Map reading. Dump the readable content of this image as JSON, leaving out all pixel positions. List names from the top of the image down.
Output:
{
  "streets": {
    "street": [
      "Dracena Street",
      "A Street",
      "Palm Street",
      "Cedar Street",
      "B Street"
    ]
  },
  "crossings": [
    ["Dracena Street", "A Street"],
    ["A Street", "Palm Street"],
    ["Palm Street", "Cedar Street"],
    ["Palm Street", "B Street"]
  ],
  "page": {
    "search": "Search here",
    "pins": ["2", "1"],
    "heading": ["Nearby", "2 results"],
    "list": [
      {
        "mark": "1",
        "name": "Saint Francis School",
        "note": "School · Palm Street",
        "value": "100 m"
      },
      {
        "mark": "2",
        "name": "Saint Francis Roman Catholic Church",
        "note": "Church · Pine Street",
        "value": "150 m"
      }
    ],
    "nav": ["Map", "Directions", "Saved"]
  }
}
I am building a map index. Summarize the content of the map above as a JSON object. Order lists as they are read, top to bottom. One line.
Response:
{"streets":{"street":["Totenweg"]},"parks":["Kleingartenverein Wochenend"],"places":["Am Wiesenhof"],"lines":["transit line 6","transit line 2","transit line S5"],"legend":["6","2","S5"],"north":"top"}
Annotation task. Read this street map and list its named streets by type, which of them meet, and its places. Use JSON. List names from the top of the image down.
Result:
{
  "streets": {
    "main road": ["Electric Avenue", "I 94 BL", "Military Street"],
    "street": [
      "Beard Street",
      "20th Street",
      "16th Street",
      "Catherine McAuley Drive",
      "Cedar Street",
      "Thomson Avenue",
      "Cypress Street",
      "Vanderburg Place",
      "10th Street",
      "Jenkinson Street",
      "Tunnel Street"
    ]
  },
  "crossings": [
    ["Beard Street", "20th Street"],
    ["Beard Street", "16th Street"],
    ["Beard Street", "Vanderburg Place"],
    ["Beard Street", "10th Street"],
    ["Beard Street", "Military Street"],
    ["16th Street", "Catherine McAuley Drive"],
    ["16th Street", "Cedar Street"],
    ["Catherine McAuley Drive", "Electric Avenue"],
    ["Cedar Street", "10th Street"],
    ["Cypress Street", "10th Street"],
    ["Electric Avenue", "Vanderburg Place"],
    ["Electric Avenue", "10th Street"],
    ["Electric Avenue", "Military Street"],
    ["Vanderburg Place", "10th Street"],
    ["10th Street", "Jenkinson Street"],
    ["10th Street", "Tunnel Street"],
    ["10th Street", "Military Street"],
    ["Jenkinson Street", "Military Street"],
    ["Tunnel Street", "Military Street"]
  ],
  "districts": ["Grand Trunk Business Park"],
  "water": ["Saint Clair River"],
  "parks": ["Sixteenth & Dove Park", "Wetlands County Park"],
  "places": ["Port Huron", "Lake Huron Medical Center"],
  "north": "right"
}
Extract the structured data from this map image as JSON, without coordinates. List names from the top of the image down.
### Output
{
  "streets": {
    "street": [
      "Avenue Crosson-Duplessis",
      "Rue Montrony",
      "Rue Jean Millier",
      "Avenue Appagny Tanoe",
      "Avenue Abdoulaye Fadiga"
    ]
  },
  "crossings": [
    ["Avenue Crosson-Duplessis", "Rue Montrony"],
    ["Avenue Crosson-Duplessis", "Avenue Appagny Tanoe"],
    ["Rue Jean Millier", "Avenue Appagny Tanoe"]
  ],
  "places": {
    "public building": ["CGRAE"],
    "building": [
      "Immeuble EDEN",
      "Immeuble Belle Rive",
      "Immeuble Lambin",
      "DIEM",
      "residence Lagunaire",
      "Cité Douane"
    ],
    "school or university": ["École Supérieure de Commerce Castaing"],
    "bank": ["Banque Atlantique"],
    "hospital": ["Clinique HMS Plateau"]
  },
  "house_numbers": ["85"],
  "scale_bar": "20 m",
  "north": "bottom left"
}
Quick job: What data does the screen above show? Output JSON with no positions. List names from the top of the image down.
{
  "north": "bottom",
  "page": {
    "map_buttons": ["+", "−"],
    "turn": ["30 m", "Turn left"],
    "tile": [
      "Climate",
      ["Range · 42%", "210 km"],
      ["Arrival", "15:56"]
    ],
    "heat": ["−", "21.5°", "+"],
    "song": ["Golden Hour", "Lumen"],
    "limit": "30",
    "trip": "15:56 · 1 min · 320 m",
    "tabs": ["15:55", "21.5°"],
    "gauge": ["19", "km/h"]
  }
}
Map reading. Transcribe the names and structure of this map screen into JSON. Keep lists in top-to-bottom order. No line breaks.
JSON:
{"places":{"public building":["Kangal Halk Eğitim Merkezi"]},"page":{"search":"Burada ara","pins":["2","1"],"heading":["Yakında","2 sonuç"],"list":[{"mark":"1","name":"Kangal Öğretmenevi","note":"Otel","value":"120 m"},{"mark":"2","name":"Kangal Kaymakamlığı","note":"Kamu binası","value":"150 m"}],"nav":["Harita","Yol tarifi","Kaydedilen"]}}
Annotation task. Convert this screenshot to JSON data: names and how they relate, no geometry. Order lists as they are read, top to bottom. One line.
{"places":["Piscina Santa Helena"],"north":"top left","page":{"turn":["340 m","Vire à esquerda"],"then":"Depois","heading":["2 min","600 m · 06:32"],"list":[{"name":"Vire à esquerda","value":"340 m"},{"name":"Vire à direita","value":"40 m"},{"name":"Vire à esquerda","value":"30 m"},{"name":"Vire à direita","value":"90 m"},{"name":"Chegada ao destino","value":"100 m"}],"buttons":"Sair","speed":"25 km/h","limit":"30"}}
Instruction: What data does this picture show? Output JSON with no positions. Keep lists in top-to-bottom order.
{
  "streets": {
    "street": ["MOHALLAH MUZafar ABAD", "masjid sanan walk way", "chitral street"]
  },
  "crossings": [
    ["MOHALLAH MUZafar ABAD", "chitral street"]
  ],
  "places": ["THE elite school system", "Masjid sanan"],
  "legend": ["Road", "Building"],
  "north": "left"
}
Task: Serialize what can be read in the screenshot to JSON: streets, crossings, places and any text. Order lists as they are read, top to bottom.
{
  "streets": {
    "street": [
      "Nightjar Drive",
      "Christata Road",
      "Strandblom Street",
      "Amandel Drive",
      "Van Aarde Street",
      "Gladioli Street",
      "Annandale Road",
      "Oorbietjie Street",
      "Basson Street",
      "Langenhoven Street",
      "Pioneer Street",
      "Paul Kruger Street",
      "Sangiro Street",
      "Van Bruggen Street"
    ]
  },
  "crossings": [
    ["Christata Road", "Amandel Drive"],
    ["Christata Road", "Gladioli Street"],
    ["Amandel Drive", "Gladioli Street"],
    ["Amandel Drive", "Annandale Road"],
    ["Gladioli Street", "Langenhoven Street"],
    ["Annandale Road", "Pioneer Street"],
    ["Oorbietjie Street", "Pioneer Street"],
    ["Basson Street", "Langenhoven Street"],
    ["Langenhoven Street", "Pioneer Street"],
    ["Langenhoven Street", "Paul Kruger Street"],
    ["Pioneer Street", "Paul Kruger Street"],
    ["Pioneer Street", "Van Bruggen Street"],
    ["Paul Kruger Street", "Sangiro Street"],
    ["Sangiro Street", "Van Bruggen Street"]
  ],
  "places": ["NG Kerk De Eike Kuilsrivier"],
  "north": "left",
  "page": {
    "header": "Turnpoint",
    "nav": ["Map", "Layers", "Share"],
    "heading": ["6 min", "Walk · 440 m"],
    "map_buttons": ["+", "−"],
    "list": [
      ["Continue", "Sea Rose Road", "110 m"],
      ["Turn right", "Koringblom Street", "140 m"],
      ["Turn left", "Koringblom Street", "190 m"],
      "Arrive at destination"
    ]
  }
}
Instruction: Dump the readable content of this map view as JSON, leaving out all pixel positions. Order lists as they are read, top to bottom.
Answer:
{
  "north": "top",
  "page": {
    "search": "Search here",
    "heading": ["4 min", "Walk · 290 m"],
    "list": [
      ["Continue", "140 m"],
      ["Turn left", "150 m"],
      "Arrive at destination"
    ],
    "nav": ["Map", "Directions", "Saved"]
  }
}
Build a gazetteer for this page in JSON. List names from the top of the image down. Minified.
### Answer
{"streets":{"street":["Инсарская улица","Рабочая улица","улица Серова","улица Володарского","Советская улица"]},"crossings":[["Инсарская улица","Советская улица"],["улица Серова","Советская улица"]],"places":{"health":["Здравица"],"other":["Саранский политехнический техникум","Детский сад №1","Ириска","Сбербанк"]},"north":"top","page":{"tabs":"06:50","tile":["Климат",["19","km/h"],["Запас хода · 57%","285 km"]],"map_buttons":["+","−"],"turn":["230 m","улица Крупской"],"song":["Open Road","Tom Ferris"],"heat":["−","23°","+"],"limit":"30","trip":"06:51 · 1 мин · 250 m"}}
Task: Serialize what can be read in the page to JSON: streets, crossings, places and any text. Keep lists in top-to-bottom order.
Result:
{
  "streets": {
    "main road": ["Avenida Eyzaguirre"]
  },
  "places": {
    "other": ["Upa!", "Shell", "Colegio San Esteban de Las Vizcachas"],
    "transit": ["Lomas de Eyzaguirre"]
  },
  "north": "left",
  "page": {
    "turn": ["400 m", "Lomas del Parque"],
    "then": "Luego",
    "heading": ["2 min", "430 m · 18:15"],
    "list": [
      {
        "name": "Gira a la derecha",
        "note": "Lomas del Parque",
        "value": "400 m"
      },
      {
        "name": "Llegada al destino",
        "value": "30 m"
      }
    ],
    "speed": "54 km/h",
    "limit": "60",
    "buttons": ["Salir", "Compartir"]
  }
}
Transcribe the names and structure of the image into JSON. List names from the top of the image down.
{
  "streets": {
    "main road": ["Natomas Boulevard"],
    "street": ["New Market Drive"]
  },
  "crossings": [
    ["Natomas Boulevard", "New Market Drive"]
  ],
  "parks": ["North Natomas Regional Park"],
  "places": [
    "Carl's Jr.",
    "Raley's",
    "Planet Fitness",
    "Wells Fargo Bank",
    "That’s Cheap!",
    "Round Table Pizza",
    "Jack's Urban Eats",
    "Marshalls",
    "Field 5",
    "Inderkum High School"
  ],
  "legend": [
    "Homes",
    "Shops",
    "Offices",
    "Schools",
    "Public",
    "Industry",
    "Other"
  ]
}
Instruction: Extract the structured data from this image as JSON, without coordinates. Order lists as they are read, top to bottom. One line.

What the exercise asks:
What is wanted is a copy of every line in the listing that includes the word "pixel".

The answer:
Map reading. Dump the readable content of this image as JSON, leaving out all pixel positions. List names from the top of the image down.
Instruction: Dump the readable content of this map view as JSON, leaving out all pixel positions. Order lists as they are read, top to bottom.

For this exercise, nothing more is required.